Para quem não sabe, a NSA foi criada com finalidade e funções relacionadas à inteligência de sinais, como interceptação e criptoanálise. Seu objetivo é basicamente prover a segurança da nação identificando planos dos outros países que podem se tornar possíveis ameaças (nucleares, terroristas e etc.) no futuro, possibilitando uma estratégia de defesa ou até mesmo antecipando com um ataque preventivo. Recentemente, o documentário ‘Citizenfour’ já havia abordado a história de Snowden e foi aclamado pela crítica, vencendo inclusive o Oscar de Melhor Documentário em 2015. ‘Citizenfour’ foi dirigido pela jornalista e cineasta Laura Poitras, que aparece no filme ‘Snowden – Herói ou Traidor’ sendo interpretada pela atriz vencedora do Oscar Melissa Leo. Por ser um dos cineastas mais envolvidos com questões políticas dentro e fora dos seus filmes – já fez alguns trabalhos sobre os presidentes Kennedy, Nixon e Bush, além de guerras e tragédias como a do Vietnã e o 11 de Setembro, por exemplo – Oliver Stone era de fato um dos diretores mais aptos a adaptar para o cinema essa atual e relevante questão que o filme aborda: o que vale mais, a privacidade ou a segurança?

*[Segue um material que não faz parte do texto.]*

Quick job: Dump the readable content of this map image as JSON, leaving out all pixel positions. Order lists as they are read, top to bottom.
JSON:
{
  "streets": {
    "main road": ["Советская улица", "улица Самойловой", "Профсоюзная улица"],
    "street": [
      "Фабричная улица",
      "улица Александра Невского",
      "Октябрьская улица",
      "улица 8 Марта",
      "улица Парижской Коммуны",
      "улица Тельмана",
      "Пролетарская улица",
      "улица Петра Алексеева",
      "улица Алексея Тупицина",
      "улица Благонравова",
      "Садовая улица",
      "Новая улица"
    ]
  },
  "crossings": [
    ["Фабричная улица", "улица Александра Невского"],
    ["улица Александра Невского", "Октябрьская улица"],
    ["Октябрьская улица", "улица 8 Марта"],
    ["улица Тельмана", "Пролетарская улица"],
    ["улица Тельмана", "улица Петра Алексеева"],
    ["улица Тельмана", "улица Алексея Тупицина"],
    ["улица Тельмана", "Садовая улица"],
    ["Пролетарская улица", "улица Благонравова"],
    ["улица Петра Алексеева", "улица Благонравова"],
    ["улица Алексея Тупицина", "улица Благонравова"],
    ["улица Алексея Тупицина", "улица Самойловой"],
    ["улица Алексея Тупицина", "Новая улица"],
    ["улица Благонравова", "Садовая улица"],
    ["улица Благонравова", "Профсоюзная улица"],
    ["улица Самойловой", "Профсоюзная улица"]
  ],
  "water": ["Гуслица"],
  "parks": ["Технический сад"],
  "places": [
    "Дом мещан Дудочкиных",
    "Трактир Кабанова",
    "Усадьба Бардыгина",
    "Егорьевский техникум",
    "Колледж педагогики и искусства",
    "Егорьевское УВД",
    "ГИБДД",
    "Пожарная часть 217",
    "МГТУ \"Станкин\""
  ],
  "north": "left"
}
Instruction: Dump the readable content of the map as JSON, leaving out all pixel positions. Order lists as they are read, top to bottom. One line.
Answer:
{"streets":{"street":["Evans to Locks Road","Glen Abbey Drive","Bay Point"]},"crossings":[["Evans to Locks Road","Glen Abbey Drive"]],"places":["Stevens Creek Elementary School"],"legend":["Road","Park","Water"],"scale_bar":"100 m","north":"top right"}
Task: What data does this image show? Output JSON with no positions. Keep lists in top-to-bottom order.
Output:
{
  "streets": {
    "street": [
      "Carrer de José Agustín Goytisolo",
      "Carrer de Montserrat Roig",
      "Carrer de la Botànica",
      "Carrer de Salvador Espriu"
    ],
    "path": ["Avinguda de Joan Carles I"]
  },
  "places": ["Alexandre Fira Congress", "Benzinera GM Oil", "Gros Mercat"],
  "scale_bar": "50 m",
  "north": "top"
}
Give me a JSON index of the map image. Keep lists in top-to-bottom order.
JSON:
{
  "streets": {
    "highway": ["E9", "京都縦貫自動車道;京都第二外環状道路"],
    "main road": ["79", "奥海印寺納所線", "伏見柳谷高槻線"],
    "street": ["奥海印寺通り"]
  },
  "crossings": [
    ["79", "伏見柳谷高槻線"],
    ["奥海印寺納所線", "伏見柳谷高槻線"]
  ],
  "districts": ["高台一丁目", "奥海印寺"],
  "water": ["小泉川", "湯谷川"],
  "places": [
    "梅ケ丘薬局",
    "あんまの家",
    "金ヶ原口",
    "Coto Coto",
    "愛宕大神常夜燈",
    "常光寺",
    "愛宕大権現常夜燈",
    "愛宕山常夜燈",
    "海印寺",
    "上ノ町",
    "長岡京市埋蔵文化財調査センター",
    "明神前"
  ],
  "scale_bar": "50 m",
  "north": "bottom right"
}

Quem conhece os trabalhos anteriores de Stone sabe que economia e concisão não são palavras que o definem bem. Na verdade, o diretor costuma abordar seus trabalhos de forma bastante grandiloquente – haja vista ‘JFK’ e ‘Nixon’, que têm mais de três horas de duração cada – e essa característica também está presente aqui em ‘Snowden’, apesar de ter ‘apenas’ 2 horas e 14 minutos de duração. Sendo assim, por mais que o conteúdo e a discussão que o filme aborda sejam interessantes e relevantes, a verborragia e a quantidade de informações apresentadas ao espectador quase que ininterruptamente pode ‘afugentar’ algumas pessoas. Refletindo sobre o quanto a subtrama que envolve a relação de Snowden com sua futura esposa Lindsay Mills (Shailene Woodley) agrega para o filme, cheguei a conclusão de que foi importante Oliver Stone ter trabalhado esse lado mais humano do protagonista, pois através da interação dele com Lindsay e os altos e baixos do seu relacionamento, o diretor conseguiu agregar mais peso dramático para as ações do personagem. Em outras palavras, as pessoas mostram quem realmente são e no que acreditam através de ações e de relações com outras pessoas. Desta forma, embora tenha se arriscado pouco e desenvolvido a relação de forma um tanto previsível, Stone acerta ao trazer Snowden para o lado do espectador mostrando tudo o que ele teve que abrir mão para fazer a escolha certa (inclusive comprometendo sua felicidade).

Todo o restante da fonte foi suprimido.